Chantal Cazaux, Piotr Kaminski et Pauline Sommelet élisent la version de référence de L’Elixir d’amour de Gaetano Donizetti.
Le compte-rendu de Jérémie Rousseau
Il ne fait pas bon s’appeler Carlo Bergonzi aujourd’hui… D’un côté on loue un aristocrate du chant, de l’autre on fustige un ton et un style qui seraient en contradiction avec Nemorino. Et tant pis pour Scotto… Addio Maestro !
Le Nemorino de Nicolai Gedda ressemble plus à Werther, mais l’interprète a du charme et de l’élégance à revendre. Cela n’empêche pas sa « Furtiva Lagrima », à l’italien tortueux, de donner dans le sentimental et le larmoyant. Qui a dit « fabriqué » ?
L’Elixir d’amour vif et tendre enlevé par John Pritchard vaut pour sa cohérence et son homogénéité. Plácido Domingo costume le paysan Nemorino en héros verdien, puissant, vaillant, timbre ravageur mais dynamiques timides, quand la délicieuse Ileana Cotrubaș s’aventure dans une langue dont elle ne possède pas toutes les couleurs. On aura mieux ailleurs.
Evelino Pidò aime se faire remarquer, s’agitant tout seul et précipitant son plateau. Mais Roberto Alagna nous régale d’une « Furtiva Lagrima » en situation, transposée, plus enlevée, et donc différente des autres. Adina enjôleuse, Angela Gheorghiu jouit d’une santé étincelante et joue un peu aux grandes dames. Enfin comment oublier le Dulcamara si charismatique et étourdissant de verve de Simone Alaimo, qui jongle avec les mots ?

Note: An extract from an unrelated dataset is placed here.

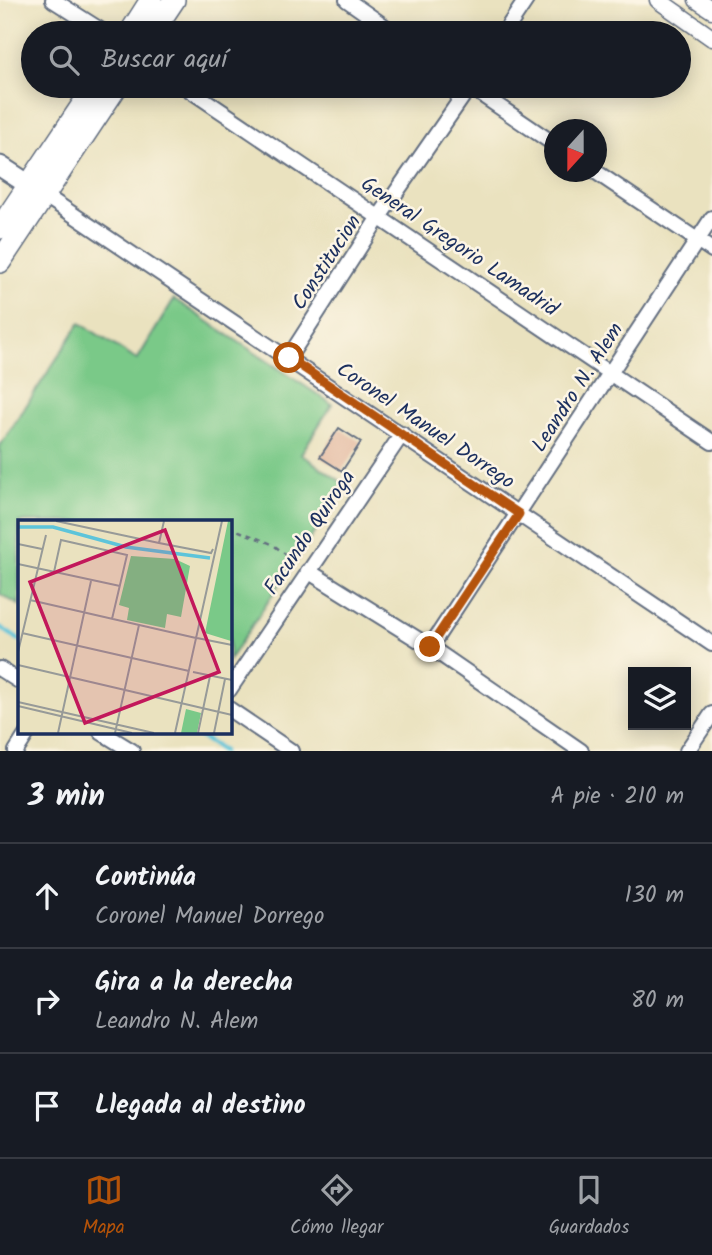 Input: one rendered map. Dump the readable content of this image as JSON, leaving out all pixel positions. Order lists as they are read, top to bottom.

Le Nemorino de Luciano Pavarotti a triomphé dans le monde entier : sa « Furtiva Lagrima » est un bonheur complet, timbre insolent, soleil à lui seul, même si la composition du personnage et les nuances qui vont avec n’intéressent guère le tenorissimo. Sa fidèle partenaire Joan Sutherland livre une leçon de bel canto en Adina, gorgée d’accents maternels qui sembleront ceux de Norma. Si Spiro Malas s’amuse en Dulcamara, l’Italien lui échappe parfois. Un magnifique cru néanmoins, tonique et revigorant.
Roberto Alagna, deuxième ! Première plutôt, car la « Furtiva Lagrima de ses tout débuts rallie les suffrages, fusion parfaite d’une voix et d’une incarnation : on aime ce timbre doré, sa spontanéité, sa longueur de souffle, ces dynamiques, et le dosage parfait entre naïveté, tendresse et rêverie ! Mariella Devia, virtuose aguerrie, sculpte le son, colore les mots en faisant vivre avec espièglerie et abandon son Adina. Le tout porté par une équipe au taquet, en la compagnie idéale de Marcello Viotti, qui ouvre un à un tous les bouquets de cet Elixir. Le rêve, tout simplement !
Palmarès
N°1 : Version E
Roberto Alagna, Mariella Devia, Bruno Praticò, Tallis Chamber Choir, English Chamber Orchestra, dir. Marcello Viotti
Erato (1992)
N°2 : Version F
Luciano Pavarotti, Joan Sutherland, Spiro Malas, Ambrosian Opera Chorus, English Chamber Orchestra, dir. Richard Bonynge
Decca (1971)
N°3 : Version C
Roberto Alagna, Angela Gheorghiu, Simone Alaimo, Choeurs et Orchestre de l’Opéra de Lyon, dir. Evelino Pidò
Decca (1996)
N°4 : Version A
Plácido Domingo, Ileana Cotrubaș, Geraint Evans, Choeurs et Orchestre du Covent Garden de Londres, dir. John Pritchard
Sony (1977)
N°5 : Version D
Nicolai Gedda, Mirella Freni, Renato Capecchi, Choeurs et Orchestre de l’Opéra de Rome, dir. Francesco Molinari Pradelli
Warner (1966)
N°6 : Version B
Carlo Bergonzi, Renata Scotto, Carlo Cava, Choeurs et Orchestre du Mai Musical Florentin, dir. Gianandrea Gavazzeni
Opera d’Oro (1967)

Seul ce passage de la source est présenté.